- Leader: Ihor Yukhnovskyi
- Founded: 1990
- Dissolved: 1994
- Ideology: Liberal democracy Anti-communism
- Political position: Big tent
- Verkhovna Rada (1990): 125 / 450

= Democratic Bloc (Ukraine) =

Political alliance in Ukraine

The Democratic Bloc (Демократичний Блок; Demokratychnyi Blok) was a political alliance and an electoral bloc in Ukraine founded during the election campaign to participate in the parliamentary election held in March 1990.

==History==
The elections in the spring of 1990 were the first where the Soviet-authorities allowed the formation of full-fledged political parties that varied in their political agendas. The first democratic bloc that consisted of smaller parties was formed during the election. The "Democratic Bloc" included the People's Movement of Ukraine (Rukh), Helsinki Watch Committee of Ukraine, Green World Association, and other organizations. It managed to obtain 111 seats out of 442 in Verkhovna Rada (Ukraine's parliament). The democratic deputies formed the "Narodna Rada" group, which consisted of around 90 to 125 members and was the opposition to the conservative-communist "group of 239" in the parliament ("for the sovereign Soviet Ukraine"). Ihor Yukhnovskyi became the leader of the group. The considered lack of parliamentary seats for the "Democratic Bloc" became one of the causes of the October 1990 "Revolution on Granite".

In the 1990 Ukrainian local elections "Democratic Bloc" won the elections in Lviv Oblast, Ivano-Frankivsk Oblast and Ternopil Oblast.

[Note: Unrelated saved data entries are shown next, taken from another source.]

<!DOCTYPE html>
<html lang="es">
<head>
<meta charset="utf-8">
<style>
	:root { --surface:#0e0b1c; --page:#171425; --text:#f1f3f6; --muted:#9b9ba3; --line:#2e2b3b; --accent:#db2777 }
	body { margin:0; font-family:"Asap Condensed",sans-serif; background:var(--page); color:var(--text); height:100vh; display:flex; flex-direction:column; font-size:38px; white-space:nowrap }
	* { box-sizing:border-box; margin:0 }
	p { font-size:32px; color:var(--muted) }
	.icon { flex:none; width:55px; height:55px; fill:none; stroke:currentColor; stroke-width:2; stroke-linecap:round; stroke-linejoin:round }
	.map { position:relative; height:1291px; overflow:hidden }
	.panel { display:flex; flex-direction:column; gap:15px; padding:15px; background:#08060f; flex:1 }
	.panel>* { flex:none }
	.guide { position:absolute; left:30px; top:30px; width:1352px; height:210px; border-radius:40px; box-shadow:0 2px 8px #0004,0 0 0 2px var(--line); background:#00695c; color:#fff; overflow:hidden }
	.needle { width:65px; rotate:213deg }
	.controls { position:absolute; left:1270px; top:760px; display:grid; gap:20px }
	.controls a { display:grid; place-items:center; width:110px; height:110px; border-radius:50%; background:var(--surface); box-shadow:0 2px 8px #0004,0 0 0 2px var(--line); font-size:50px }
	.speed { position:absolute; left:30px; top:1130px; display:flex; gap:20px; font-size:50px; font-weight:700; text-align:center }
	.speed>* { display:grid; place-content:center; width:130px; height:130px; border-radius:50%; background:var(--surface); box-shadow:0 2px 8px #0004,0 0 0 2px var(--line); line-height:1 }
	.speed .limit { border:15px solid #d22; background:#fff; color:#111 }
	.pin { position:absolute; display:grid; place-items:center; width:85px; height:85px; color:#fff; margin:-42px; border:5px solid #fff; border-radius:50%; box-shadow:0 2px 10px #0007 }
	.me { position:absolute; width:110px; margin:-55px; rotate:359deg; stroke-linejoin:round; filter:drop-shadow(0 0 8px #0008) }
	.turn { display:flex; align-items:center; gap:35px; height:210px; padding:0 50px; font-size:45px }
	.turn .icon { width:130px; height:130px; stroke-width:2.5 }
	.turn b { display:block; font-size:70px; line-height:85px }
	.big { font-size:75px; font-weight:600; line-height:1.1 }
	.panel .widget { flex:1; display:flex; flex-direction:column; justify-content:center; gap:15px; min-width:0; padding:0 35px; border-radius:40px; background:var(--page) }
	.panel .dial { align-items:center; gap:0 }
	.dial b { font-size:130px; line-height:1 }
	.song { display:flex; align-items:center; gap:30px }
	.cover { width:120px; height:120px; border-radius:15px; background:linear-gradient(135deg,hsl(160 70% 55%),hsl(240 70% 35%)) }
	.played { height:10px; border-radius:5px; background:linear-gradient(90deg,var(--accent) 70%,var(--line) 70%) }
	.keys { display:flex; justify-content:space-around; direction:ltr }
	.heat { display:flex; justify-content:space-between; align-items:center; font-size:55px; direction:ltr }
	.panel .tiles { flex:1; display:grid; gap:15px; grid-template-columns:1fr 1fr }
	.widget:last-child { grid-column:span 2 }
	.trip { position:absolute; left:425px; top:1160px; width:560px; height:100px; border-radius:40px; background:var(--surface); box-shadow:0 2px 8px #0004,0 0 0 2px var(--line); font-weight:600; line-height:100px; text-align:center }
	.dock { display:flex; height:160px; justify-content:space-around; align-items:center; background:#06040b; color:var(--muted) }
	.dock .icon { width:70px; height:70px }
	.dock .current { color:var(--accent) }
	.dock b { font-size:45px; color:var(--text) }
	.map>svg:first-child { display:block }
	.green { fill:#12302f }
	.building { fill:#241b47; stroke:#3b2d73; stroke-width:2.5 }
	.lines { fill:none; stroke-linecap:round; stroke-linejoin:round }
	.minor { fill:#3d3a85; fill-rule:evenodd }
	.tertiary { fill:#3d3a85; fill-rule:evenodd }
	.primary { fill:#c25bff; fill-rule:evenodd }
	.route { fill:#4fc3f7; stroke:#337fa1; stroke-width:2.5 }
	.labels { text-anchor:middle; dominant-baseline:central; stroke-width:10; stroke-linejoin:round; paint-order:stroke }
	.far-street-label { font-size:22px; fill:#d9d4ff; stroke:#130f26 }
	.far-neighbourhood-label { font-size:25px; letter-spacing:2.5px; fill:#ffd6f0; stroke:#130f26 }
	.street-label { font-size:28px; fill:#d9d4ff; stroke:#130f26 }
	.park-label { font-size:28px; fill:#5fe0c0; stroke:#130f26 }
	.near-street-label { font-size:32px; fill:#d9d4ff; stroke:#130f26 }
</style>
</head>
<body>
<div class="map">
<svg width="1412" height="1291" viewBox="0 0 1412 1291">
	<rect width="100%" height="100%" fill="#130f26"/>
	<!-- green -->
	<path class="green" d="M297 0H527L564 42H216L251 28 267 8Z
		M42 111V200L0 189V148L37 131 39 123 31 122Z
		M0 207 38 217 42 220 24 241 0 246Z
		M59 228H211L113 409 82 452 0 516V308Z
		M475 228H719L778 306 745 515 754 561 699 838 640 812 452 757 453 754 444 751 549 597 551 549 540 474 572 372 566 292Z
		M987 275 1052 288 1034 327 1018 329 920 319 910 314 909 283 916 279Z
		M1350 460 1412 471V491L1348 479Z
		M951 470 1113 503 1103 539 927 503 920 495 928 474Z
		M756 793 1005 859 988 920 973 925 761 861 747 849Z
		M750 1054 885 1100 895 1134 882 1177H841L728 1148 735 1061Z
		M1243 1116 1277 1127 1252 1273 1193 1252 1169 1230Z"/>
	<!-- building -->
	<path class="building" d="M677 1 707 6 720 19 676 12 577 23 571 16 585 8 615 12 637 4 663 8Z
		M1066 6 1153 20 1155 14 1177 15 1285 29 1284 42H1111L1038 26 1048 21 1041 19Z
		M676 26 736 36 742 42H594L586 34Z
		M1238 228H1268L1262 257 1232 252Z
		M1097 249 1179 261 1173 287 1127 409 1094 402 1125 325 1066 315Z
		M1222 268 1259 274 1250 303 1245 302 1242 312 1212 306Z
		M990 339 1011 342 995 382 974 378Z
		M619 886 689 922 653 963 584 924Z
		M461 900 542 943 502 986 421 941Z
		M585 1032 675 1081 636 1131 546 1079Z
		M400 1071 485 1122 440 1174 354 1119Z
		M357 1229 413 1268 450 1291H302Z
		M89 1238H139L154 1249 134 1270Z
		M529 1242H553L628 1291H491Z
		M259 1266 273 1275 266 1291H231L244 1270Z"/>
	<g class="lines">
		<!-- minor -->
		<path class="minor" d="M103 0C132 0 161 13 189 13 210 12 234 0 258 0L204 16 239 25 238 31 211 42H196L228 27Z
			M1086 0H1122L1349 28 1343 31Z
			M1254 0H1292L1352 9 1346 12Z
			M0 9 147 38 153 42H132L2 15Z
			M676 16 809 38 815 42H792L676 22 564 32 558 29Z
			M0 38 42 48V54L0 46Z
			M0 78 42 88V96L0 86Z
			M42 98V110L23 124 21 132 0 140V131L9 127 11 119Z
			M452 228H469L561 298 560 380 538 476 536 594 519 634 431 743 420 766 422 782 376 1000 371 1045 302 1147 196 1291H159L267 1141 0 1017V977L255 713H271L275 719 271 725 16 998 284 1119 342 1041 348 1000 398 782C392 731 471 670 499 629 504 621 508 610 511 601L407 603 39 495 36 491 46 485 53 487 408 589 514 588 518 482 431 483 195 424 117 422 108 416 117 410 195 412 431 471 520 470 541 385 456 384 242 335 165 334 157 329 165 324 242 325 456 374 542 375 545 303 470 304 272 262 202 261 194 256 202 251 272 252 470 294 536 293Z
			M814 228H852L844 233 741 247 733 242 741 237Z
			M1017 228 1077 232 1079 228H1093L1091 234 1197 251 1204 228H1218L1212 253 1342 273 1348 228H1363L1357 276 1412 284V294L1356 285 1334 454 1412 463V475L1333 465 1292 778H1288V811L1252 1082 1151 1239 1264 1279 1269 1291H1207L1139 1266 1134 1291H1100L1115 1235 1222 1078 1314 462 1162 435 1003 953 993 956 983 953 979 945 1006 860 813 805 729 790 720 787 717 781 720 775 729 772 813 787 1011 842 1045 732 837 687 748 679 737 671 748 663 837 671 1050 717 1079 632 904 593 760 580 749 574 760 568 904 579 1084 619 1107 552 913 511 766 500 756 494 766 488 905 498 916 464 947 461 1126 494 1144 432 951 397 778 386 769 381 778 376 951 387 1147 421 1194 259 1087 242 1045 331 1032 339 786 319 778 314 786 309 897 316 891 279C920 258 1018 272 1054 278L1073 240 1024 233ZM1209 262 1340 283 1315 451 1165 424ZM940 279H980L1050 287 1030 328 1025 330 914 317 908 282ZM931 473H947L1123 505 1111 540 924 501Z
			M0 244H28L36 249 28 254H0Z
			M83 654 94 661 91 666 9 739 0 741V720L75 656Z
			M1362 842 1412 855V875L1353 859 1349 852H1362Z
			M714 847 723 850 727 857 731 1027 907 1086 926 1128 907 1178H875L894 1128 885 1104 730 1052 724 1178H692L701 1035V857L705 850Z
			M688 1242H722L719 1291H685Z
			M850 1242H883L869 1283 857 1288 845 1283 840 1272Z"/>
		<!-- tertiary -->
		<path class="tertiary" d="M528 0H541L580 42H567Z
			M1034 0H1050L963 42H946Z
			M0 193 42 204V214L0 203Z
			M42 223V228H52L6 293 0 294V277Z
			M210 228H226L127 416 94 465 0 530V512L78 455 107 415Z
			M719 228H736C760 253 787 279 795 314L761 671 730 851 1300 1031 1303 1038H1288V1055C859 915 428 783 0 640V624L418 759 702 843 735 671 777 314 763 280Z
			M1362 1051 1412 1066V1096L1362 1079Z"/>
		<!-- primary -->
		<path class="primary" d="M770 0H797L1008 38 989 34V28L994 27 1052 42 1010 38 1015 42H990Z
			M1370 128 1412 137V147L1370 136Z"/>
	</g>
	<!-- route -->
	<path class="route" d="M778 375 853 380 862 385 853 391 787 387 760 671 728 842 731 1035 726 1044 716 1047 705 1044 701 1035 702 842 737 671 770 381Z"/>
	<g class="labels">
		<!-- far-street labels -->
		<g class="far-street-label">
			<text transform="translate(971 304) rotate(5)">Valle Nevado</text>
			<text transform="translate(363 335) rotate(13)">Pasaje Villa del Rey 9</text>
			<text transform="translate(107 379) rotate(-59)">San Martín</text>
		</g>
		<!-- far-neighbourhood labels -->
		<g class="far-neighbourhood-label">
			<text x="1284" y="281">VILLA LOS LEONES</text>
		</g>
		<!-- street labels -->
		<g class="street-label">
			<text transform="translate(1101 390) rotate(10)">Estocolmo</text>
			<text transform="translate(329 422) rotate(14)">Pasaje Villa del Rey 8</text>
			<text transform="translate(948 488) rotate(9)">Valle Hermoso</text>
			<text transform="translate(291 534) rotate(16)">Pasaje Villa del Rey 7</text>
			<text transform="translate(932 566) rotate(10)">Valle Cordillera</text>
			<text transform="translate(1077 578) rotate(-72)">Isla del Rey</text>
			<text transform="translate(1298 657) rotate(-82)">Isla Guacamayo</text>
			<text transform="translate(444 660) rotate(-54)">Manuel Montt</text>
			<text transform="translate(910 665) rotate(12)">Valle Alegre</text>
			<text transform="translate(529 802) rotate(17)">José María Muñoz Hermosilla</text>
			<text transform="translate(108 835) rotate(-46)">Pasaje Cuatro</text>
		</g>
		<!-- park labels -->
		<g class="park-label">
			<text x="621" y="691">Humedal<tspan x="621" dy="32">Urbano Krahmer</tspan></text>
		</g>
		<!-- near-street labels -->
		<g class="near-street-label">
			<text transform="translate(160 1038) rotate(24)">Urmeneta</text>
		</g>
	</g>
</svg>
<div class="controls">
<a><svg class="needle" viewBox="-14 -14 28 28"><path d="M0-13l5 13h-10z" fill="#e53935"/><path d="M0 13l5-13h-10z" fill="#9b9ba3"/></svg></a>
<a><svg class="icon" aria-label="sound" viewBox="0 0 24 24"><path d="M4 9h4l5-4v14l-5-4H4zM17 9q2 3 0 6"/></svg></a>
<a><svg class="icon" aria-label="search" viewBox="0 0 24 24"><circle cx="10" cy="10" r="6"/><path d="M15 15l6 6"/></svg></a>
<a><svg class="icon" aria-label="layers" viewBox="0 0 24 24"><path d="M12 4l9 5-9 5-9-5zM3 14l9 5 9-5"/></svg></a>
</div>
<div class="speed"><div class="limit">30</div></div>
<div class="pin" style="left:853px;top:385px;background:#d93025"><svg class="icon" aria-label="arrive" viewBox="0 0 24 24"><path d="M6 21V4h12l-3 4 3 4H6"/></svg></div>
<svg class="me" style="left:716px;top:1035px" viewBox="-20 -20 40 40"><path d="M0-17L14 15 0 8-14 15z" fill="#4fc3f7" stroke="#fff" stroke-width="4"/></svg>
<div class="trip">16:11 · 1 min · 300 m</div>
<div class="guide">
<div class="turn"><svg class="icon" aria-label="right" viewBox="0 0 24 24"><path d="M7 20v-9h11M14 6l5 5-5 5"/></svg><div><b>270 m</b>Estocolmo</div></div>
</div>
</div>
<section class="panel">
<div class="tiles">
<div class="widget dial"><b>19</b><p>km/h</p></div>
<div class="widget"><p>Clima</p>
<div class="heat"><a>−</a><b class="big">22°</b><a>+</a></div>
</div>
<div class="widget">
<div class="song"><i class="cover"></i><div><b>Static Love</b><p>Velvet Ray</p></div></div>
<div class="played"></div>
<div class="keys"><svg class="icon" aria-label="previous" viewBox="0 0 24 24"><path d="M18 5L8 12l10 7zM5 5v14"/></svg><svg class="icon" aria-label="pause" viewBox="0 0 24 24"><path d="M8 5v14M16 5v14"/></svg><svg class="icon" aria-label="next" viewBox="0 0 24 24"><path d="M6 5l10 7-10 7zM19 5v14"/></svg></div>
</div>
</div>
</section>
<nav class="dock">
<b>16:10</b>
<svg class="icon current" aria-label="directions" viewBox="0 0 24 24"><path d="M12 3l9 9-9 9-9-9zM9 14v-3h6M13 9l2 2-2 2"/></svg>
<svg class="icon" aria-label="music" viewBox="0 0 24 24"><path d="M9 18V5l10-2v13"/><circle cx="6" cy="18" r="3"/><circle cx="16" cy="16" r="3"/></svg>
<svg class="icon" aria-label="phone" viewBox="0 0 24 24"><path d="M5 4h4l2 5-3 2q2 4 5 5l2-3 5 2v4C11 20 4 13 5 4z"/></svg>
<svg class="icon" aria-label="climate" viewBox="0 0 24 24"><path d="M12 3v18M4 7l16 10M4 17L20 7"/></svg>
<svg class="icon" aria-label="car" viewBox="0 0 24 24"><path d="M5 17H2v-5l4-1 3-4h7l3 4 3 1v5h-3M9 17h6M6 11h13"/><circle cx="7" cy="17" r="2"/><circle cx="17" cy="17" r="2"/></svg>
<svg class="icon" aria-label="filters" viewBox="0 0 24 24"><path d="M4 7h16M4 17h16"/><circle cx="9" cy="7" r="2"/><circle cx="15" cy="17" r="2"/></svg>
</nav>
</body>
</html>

During the next parliamentary election of 1994 the above-mentioned parties didn't cooperate as "Democratic Bloc" but rather went their separate ways. Eventually, by the end of the 2000s, the People's Movement of Ukraine became part of the Our Ukraine block. Helsinki Watch Committee of Ukraine ceased to exist. Its 1990s offspring, Ukrainian Republican Party merged with Ukrainian People's Party and became part of Our Ukraine. The Green World Association transformed itself into the Party of Greens of Ukraine, but that party hasn't won any seats in the Ukrainian Parliament since the 1998 parliamentary election.

After the 2012 Ukrainian parliamentary election only People's Movement of Ukraine was represented in Verkhovna Rada.
In the 2014 Ukrainian parliamentary election this party participated in 3 constituencies; but its candidates lost in all of them and thus the party won no parliamentary seats.